C&AL: Como a dança influenciou seu trabalho nas artes visuais?

IP: De várias maneiras. Na dança tive contato com a kinesfera [conceito desenvolvido na década de 1960 pelo artista, coreógrafo e pensador da dança Rudolf Laban], que trata do espaço pessoal que envolve os movimentos de nosso corpo. A ideia é que, ao visualizar seus movimentos nesse espaço pessoal, o sujeito passe a compreender sua estrutura de corpo espacializado e a redesenhar sua relação com o ambiente por meio do movimento. Isso abriu minha cabeça para uma série de questões. Percebi que nossos corpos poderiam ocupar espaços maiores do que estão fadados a ocupar. Além disso, com o movimento podemos modificar atmosferas opressoras ou não em que estamos inseridos. Pensar esses campos que extrapolam o movimento me atentou para processos que não estão visíveis, que excedem a corporeidade e que se modificam constantemente.

C&AL: É o caso da pelematerial, presente em alguns trabalhos que você desenvolveu?

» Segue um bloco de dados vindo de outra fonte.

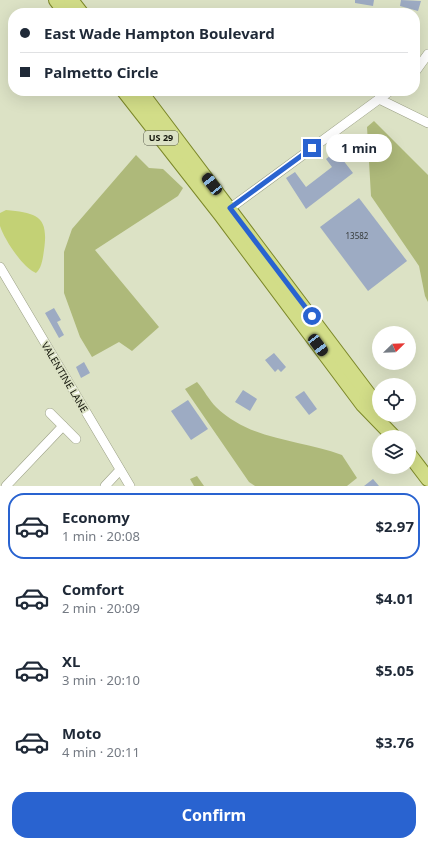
<!DOCTYPE html>
<meta charset="utf-8">
<style>
:root{--surface:#fff;--page:#f6f6f7;--text:#1f2937;--muted:#747a83;--line:#e0e1e3;--accent:#2963d0}
body{margin:0;font-family:"Noto Sans",sans-serif;background:var(--page);color:var(--text);height:100vh;display:flex;flex-direction:column;font-size:15px;white-space:nowrap}
*{box-sizing:border-box;margin:0}
p{font-size:13px;color:var(--muted)}
.icon{flex:none;width:22px;height:22px;fill:none;stroke:currentColor;stroke-width:2;stroke-linecap:round;stroke-linejoin:round}
.map{position:relative;height:486px;overflow:hidden}
.side{display:flex;flex-direction:column;background:var(--surface);flex:1}
.side>*{flex:none}
.hud{position:absolute;left:8px;top:8px;width:412px;height:88px;border-radius:16px;box-shadow:0 4px 16px #0002;display:grid;align-content:center;height:88px;padding:0 12px;background:var(--surface)}
.needle{width:26px;rotate:67deg}
.buttons{position:absolute;left:372px;top:326px;display:grid;gap:8px}
.buttons a{display:grid;place-items:center;width:44px;height:44px;border-radius:50%;background:var(--surface);box-shadow:0 4px 16px #0002;font-size:20px}
.end{position:absolute;width:18px;height:18px;margin:-9px;border:5px solid #2963d0;background:#fff;box-shadow:0 0 0 2px #fff}
.from{border-radius:50%}
.bubble{position:absolute;height:28px;border-radius:14px;background:var(--surface);box-shadow:0 4px 16px #0002;font-size:13px;font-weight:700;line-height:28px;text-align:center}
.car{position:absolute;width:12px;height:24px;margin:-12px -6px;border-radius:5px;box-shadow:0 0 3px 1px #0007;background:linear-gradient(#222 24%,#8ab4d8 0 40%,#222 0 76%,#8ab4d8 0 86%,#222 0)}
.hud b{display:flex;align-items:center;gap:14px;height:38px;font-size:15px}
.hud b+b{border-top:1px solid var(--line)}
.hud i{width:10px;height:10px;background:var(--text)}
ul{padding:7px 0 0;list-style:none}
li{display:flex;align-items:center;gap:12px;height:66px;margin:0 8px 6px;padding:0 4px;border:2px solid transparent;border-radius:16px}
li div{flex:1}
li b{display:block;font-size:15px}
li em{font-style:normal;font-weight:700}
li.on{border-color:var(--accent)}
li>.icon{width:36px;height:36px;stroke-width:1.5}
.cta{display:flex;gap:8px;margin-top:auto;padding:8px 12px}
.cta a{flex:1;height:46px;border-radius:16px;background:var(--accent);color:#fff;font-size:16px;font-weight:700;line-height:46px;text-align:center}
.map>svg:first-child{display:block}
.green{fill:#aeb97a}
.water{fill:#c3d175}
.building{fill:#9dabc3}
.lines{fill:none;stroke-linecap:round;stroke-linejoin:round}
.street-casing{stroke:#9ba086;stroke-width:10}
.primary-casing{stroke:#7c8829;stroke-width:16}
.street{stroke:#fff;stroke-width:9}
.primary{stroke:#d2dd88;stroke-width:14}
.route{stroke:#2963d0;stroke-width:5}
.labels{text-anchor:middle;stroke-width:3.5;stroke-linejoin:round;paint-order:stroke}
.number-label{font-size:8px;fill:#363b3a}
.shield{fill:#dce2c5;stroke:#505344;stroke-width:1}
.shield-label{font-size:9px;font-weight:bold;fill:#14160c}
.street-label{font-size:10px;fill:#14160c;stroke:#dce2c5}
</style>
<div class="map">
<svg width="428" height="486" viewBox="0 0 428 486">
<rect width="100%" height="100%" fill="#dce2c5"/>
<!-- green -->
<g class="green">
<path d="M 374,121 L 428,175 L 428,302 L 425,296 L 419,266 L 371,196 L 367,127 Z"/>
<path d="M 136,155 L 149,168 L 163,169 L 183,188 L 178,196 L 95,250 L 159,327 L 132,351 L 119,342 L 92,357 L 80,337 L 64,293 L 64,252 L 72,229 Z"/>
<path d="M 197,382 C 204,390 209,400 216,407 C 251,441 299,439 342,455 L 357,478 L 347,486 L 255,486 L 249,482 L 185,389 Z"/>
<path d="M 197,476 L 204,486 L 194,486 L 190,479 Z"/>
</g>
<!-- water -->
<path class="water" d="M 6,210 C 37,213 49,216 44,250 C 43,257 42,268 36,273 C 23,268 4,239 0,226 C 0,222 0,217 0,213 Z"/>
<!-- building -->
<g class="building">
<path d="M 355,0 L 374,0 L 373,6 L 355,3 Z"/>
<path d="M 401,0 L 421,1 L 418,11 L 400,6 Z"/>
<path d="M 336,151 L 353,173 L 306,209 L 286,178 L 295,172 L 306,187 L 332,167 L 326,159 Z"/>
<path d="M 359,198 L 407,261 L 368,291 L 320,227 Z"/>
<path d="M 54,308 L 61,320 L 57,322 L 64,335 L 59,338 L 45,313 Z"/>
<path d="M 274,353 L 286,367 L 281,372 L 278,369 L 275,372 L 265,360 Z"/>
<path d="M 84,362 L 90,373 L 81,378 L 76,367 Z"/>
<path d="M 243,390 L 257,399 L 250,411 L 235,402 Z"/>
<path d="M 304,391 L 317,409 L 309,415 L 295,397 Z"/>
<path d="M 188,400 L 208,429 L 191,440 L 171,411 Z"/>
<path d="M 373,479 L 379,486 L 364,486 Z"/>
</g>
<g class="lines">
<defs>
<g id="street">
<path d="M 415,72 L 428,54"/>
<path d="M 379,99 L 428,123"/>
<path d="M 225,212 L 390,91"/>
<path d="M 0,267 L 130,486"/>
<path d="M 50,413 L 76,439"/>
<path d="M 6,486 L 63,426"/>
<path d="M 105,486 L 120,470"/>
</g>
<g id="primary">
<path d="M 56,0 L 66,13"/>
<path d="M 71,0 L 81,13"/>
<path d="M 124,91 L 221,215 L 363,405 L 394,437"/>
<path d="M 140,91 L 379,408"/>
<path d="M 409,454 L 428,479"/>
</g>
</defs>
<!-- street casing -->
<use href="#street" class="street-casing"/>
<!-- primary casing -->
<use href="#primary" class="primary-casing"/>
<!-- street -->
<use href="#street" class="street"/>
<!-- primary -->
<use href="#primary" class="primary"/>
</g>
<g class="lines">
<!-- route -->
<path class="route" d="M 312,316 L 230,208 L 312,148"/>
</g>
<g class="labels">
<!-- number labels -->
<g class="number-label">
<text x="357" y="239">13582</text>
</g>
<!-- shield labels -->
<rect class="shield" x="144" y="131" width="34" height="14" rx="3"/>
<g class="shield-label">
<text x="161" y="141">US 29</text>
</g>
<!-- street labels -->
<g class="street-label">
<text transform="translate(65 377) rotate(59)" y="4">VALENTINE LANE</text>
</g>
</g>
</svg>
<div class="buttons">
<a><svg class="needle" viewBox="-14 -14 28 28"><path d="M0-13l5 13h-10z" fill="#e53935"/><path d="M0 13l5-13h-10z" fill="#747a83"/></svg></a>
<a><svg class="icon" aria-label="locate" viewBox="0 0 24 24"><circle cx="12" cy="12" r="6"/><path d="M12 2v4M12 18v4M2 12h4M18 12h4"/></svg></a>
<a><svg class="icon" aria-label="layers" viewBox="0 0 24 24"><path d="M12 4l9 5-9 5-9-5zM3 14l9 5 9-5"/></svg></a>
</div>
<i class="end from" style="left:312px;top:316px"></i>
<i class="end" style="left:312px;top:148px"></i>
<div class="bubble" style="left:326px;top:134px;width:66px">1 min</div>
<i class="car" style="left:212px;top:184px;rotate:322deg"></i>
<i class="car" style="left:318px;top:345px;rotate:143deg"></i>
<div class="hud">
<b><i class="from"></i>East Wade Hampton Boulevard</b>
<b><i></i>Palmetto Circle</b>
</div>
</div>
<section class="side">
<ul>
<li class="on"><svg class="icon" aria-label="car" viewBox="0 0 24 24"><path d="M5 17H2v-5l4-1 3-4h7l3 4 3 1v5h-3M9 17h6M6 11h13"/><circle cx="7" cy="17" r="2"/><circle cx="17" cy="17" r="2"/></svg><div><b>Economy</b><p>1 min · 20:08</p></div><em>$2.97</em></li>
<li><svg class="icon" aria-label="car" viewBox="0 0 24 24"><path d="M5 17H2v-5l4-1 3-4h7l3 4 3 1v5h-3M9 17h6M6 11h13"/><circle cx="7" cy="17" r="2"/><circle cx="17" cy="17" r="2"/></svg><div><b>Comfort</b><p>2 min · 20:09</p></div><em>$4.01</em></li>
<li><svg class="icon" aria-label="car" viewBox="0 0 24 24"><path d="M5 17H2v-5l4-1 3-4h7l3 4 3 1v5h-3M9 17h6M6 11h13"/><circle cx="7" cy="17" r="2"/><circle cx="17" cy="17" r="2"/></svg><div><b>XL</b><p>3 min · 20:10</p></div><em>$5.05</em></li>
<li><svg class="icon" aria-label="car" viewBox="0 0 24 24"><path d="M5 17H2v-5l4-1 3-4h7l3 4 3 1v5h-3M9 17h6M6 11h13"/><circle cx="7" cy="17" r="2"/><circle cx="17" cy="17" r="2"/></svg><div><b>Moto</b><p>4 min · 20:11</p></div><em>$3.76</em></li>
</ul>
<div class="cta"><a>Confirm</a></div>
</section>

IP: Sim. Após esse período entre teatro e dança, buscava outra maneira de falar do corpo. Não queria mais estar no front, com meu corpo exposto. Em 2017, comecei a misturar vários materiais em banho-maria, no fogão da minha casa, em Recife, até chegar a um resultado que julguei interessante pela plasticidade. Acompanhei essa mistura durante um tempo: viajei, voltei, fui percebendo as transformações que ela sofria. Nossa relação aconteceu assim. Não foi necessariamente programada, mas foi gestada, é fruto de um desejo de me ausentar e ainda assim estar presente. Desde o início entendi que a pelematerial não poderia ser só uma escultura ou uma matéria estática. Era algo vivo que também dançava e apresentava essa performance ao longo do tempo. A pelematerial é, de certa forma, uma extensão do meu corpo e me leva a uma série de reflexões. Entre elas, questionar a ideia de raça, conceito inventado pelo capitalismo, que tira o valor de determinado corpo pra fazer com que esse corpo, tido como sem valor, produza valor para outros corpos. Se a ideia de raça encobre e despersonifica determinados corpos, a pelematerial também age nesse sentido. Ao cobrir um objeto, ela expõe seu limite ao mesmo tempo em que o deforma.

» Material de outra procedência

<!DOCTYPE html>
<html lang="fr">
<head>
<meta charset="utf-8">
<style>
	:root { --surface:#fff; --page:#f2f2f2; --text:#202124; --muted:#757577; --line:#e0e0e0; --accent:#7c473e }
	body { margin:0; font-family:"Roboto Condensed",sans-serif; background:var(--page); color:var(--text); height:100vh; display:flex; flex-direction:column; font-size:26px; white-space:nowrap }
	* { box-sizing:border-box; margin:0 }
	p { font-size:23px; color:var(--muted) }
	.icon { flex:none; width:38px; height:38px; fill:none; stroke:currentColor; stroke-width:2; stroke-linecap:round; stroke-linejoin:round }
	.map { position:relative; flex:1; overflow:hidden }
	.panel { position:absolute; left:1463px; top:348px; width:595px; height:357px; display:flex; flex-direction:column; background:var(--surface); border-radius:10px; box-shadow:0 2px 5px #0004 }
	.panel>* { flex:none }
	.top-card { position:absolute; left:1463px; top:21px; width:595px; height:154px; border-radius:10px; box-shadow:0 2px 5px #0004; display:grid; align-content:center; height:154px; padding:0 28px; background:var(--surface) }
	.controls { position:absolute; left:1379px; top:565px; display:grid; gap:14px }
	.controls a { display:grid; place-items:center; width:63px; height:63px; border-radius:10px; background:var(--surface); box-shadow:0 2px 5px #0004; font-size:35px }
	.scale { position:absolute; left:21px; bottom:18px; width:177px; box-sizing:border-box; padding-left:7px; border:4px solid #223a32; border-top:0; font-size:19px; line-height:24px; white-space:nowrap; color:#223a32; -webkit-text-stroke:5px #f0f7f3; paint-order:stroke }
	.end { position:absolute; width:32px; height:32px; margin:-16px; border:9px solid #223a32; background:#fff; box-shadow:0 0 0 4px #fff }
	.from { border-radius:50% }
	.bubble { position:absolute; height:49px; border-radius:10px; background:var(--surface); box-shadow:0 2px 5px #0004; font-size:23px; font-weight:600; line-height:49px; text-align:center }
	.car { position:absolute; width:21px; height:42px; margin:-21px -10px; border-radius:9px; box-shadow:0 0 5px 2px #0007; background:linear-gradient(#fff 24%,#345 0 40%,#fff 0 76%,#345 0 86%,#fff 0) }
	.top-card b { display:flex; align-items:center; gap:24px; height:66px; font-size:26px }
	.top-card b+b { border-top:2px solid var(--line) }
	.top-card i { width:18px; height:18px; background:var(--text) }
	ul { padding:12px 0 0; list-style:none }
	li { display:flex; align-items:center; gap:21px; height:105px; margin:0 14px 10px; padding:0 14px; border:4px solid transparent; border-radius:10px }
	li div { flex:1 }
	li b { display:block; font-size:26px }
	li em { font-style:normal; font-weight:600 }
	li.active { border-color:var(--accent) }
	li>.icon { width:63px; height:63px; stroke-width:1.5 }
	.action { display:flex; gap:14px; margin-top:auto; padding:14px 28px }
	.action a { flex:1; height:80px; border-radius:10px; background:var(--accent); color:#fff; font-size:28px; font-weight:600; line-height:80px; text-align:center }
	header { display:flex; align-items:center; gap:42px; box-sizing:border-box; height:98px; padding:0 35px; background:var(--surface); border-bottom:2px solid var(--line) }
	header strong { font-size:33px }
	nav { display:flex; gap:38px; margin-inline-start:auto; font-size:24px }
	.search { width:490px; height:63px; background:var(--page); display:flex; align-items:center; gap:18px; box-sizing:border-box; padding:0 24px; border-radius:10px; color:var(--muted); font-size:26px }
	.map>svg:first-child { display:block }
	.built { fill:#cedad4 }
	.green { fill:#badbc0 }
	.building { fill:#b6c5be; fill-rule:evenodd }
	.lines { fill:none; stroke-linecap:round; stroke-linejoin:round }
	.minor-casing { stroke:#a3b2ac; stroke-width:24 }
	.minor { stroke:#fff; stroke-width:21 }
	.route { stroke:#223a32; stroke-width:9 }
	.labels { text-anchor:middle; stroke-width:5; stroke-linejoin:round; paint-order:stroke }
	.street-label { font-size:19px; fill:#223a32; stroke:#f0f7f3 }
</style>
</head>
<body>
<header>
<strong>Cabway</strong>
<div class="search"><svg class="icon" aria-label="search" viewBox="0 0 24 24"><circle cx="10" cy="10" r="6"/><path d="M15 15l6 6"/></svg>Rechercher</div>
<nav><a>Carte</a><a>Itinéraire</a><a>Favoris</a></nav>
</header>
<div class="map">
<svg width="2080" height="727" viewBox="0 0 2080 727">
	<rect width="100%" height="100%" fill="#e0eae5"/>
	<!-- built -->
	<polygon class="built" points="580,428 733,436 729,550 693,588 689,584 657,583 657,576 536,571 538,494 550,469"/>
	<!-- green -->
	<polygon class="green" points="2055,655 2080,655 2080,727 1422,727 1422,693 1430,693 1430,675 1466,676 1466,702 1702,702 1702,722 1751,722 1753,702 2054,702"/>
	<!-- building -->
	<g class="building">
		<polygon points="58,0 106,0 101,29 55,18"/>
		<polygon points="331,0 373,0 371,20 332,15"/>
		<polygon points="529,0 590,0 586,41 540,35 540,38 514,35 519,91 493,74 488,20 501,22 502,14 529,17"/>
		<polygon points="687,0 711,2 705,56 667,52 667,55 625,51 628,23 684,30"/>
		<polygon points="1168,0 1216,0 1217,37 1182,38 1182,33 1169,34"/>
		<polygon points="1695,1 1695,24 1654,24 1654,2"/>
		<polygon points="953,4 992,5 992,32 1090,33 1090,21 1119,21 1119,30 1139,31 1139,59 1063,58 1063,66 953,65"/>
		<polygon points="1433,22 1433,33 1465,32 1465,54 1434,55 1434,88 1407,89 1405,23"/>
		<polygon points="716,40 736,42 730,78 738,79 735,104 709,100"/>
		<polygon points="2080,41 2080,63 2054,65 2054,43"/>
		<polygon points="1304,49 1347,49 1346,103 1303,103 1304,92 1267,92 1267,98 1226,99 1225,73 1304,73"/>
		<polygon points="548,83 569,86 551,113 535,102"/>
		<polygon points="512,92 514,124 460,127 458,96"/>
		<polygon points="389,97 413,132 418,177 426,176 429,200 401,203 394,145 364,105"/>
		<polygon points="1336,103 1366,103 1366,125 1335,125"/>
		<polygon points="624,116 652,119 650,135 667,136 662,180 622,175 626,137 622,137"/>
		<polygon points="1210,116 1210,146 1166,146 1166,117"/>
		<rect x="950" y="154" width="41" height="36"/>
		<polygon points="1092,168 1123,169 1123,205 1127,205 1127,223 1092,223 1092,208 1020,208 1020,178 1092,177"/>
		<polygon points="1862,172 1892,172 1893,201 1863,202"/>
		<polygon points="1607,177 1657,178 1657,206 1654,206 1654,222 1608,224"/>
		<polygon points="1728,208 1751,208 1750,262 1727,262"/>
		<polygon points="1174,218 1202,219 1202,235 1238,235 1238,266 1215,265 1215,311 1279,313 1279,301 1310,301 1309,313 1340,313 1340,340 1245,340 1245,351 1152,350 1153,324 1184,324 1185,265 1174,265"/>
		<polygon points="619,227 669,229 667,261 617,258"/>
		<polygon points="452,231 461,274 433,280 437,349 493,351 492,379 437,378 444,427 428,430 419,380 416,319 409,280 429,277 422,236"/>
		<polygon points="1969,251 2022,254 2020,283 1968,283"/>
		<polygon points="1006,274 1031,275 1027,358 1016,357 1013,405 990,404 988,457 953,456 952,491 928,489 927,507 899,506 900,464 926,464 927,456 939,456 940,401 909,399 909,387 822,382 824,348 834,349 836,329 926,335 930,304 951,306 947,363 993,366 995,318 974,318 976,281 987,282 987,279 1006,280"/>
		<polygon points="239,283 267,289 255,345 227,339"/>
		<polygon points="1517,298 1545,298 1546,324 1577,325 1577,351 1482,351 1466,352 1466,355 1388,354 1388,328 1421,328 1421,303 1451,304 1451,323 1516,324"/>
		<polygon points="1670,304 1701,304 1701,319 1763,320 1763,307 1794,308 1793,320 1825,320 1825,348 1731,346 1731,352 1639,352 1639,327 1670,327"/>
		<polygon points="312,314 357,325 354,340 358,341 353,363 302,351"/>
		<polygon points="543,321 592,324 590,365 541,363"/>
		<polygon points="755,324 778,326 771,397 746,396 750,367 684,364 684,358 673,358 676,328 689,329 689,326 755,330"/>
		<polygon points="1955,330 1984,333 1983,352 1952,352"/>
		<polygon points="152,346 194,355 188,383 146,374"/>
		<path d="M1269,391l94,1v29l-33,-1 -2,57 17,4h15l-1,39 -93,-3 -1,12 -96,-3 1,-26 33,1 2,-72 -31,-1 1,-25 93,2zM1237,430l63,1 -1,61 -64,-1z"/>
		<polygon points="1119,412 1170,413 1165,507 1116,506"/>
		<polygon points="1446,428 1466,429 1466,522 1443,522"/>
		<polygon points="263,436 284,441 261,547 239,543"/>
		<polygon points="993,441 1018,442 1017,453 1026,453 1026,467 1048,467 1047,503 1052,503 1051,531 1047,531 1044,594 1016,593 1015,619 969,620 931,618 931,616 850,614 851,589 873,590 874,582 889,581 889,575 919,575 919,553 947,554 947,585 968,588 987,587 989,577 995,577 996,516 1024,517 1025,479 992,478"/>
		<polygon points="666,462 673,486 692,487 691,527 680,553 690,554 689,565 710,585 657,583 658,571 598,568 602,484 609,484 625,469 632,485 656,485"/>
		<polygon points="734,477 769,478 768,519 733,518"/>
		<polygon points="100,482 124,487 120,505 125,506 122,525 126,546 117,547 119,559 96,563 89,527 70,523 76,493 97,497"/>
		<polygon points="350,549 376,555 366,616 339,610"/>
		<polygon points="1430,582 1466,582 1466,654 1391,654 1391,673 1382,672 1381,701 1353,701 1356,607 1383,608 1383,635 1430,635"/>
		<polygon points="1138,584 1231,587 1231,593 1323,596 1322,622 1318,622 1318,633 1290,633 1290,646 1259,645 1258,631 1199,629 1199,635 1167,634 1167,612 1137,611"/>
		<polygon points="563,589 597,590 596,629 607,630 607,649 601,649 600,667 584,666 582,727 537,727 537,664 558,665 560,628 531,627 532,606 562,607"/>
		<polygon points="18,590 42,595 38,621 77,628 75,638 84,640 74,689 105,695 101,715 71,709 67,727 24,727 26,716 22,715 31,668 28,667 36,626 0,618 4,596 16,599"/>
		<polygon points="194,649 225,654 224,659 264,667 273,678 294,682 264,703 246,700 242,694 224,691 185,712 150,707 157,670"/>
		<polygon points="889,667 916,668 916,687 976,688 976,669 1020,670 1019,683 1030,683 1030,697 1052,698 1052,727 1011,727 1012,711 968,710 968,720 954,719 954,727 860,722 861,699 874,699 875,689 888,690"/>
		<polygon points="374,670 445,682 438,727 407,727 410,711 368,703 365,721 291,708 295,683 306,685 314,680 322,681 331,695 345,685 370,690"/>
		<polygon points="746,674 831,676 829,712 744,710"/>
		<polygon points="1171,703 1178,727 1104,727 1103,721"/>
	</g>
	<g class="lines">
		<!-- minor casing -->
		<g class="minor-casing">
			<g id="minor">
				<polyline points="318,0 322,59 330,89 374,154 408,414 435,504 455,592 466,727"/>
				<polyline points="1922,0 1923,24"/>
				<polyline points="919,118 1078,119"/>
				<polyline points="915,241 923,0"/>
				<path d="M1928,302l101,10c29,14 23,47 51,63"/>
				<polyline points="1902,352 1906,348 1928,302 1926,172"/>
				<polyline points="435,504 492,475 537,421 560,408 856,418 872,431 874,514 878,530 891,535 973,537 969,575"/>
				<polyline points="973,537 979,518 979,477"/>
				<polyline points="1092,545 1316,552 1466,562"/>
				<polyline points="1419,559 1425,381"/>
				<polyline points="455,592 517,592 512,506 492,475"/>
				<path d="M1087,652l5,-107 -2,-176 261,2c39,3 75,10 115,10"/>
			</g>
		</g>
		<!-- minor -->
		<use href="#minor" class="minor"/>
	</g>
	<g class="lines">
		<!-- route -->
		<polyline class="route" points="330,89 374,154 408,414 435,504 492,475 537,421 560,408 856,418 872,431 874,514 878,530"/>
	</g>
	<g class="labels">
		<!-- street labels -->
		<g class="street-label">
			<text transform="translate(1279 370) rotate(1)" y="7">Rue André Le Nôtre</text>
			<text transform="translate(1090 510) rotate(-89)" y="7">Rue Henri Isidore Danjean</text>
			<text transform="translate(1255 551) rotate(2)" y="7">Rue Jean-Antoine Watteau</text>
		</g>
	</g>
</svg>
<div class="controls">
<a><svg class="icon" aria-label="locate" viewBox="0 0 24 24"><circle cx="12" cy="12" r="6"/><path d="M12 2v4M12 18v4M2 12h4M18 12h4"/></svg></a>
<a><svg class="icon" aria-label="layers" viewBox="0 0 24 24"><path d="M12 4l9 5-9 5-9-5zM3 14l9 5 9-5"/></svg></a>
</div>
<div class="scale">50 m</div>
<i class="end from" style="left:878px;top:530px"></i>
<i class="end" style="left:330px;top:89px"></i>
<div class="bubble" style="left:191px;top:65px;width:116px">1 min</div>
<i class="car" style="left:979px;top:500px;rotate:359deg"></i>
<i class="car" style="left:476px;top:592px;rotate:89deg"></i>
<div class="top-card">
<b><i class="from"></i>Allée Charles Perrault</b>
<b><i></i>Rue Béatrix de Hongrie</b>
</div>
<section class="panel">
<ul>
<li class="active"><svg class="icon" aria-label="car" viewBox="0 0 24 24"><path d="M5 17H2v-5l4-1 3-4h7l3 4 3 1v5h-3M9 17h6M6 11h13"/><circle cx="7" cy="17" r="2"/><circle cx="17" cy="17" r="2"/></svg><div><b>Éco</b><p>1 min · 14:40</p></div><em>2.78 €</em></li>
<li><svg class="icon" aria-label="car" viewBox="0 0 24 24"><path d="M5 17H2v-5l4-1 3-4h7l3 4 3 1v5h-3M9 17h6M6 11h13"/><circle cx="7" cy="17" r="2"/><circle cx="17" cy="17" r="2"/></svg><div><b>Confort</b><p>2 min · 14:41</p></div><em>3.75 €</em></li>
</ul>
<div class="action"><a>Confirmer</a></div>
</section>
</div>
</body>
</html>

C&AL: O que você tem feito no momento?

IP: Desde o ano passado venho trabalhando em A segunda forma da ausência, uma série de monotipias que dá prosseguimento à pesquisa com pelematerial. Porém, nessas gravuras retiro a pelematerial das superfícies para que eu possa lidar com os resquícios e os rastros deixados por ela. A terceira fase desse processo de pesquisa é o jogo When the matter is gone (2021), que desenvolvi durante a pandemia. Nesse trabalho, meu primeiro em ambiente virtual, penso sobre as diferentes formas de desaparecimento e faço isso por meio dos corpos sonoros que desenvolvi com Anti Ribeiro. Além disso, finalizo Da frequência no tempo, obra em grande escala com pelematerial para o Parque das Esculturas, no estado do Espírito Santo. Por fim, coordeno com Ariana Nuala a primeira residência artística voltada para os doze integrantes do CARNI – Coletivo de Arte Negra e Indígena. Fundamos o grupo em 2016 e desde então tivemos uma atuação externa, buscando abrir espaço na cena de Recife para artistas negros e indígenas da região. Agora, vamos lançar um olhar interno para refletir sobre nossas próprias produções poéticas. Mas não vamos deixar de compartilhar com o público nossas reflexões. Estão previstos, a partir do final de maio, alguns encontros online. O primeiro será com a filósofa Denise Ferreira da Silva e, na sequência, acontece uma conversa com a educadora e pesquisadora Mara Pereira.

Ana Paula Orlandi é jornalista e mestre pela Escola de Comunicações e Artes da Universidade de São Paulo.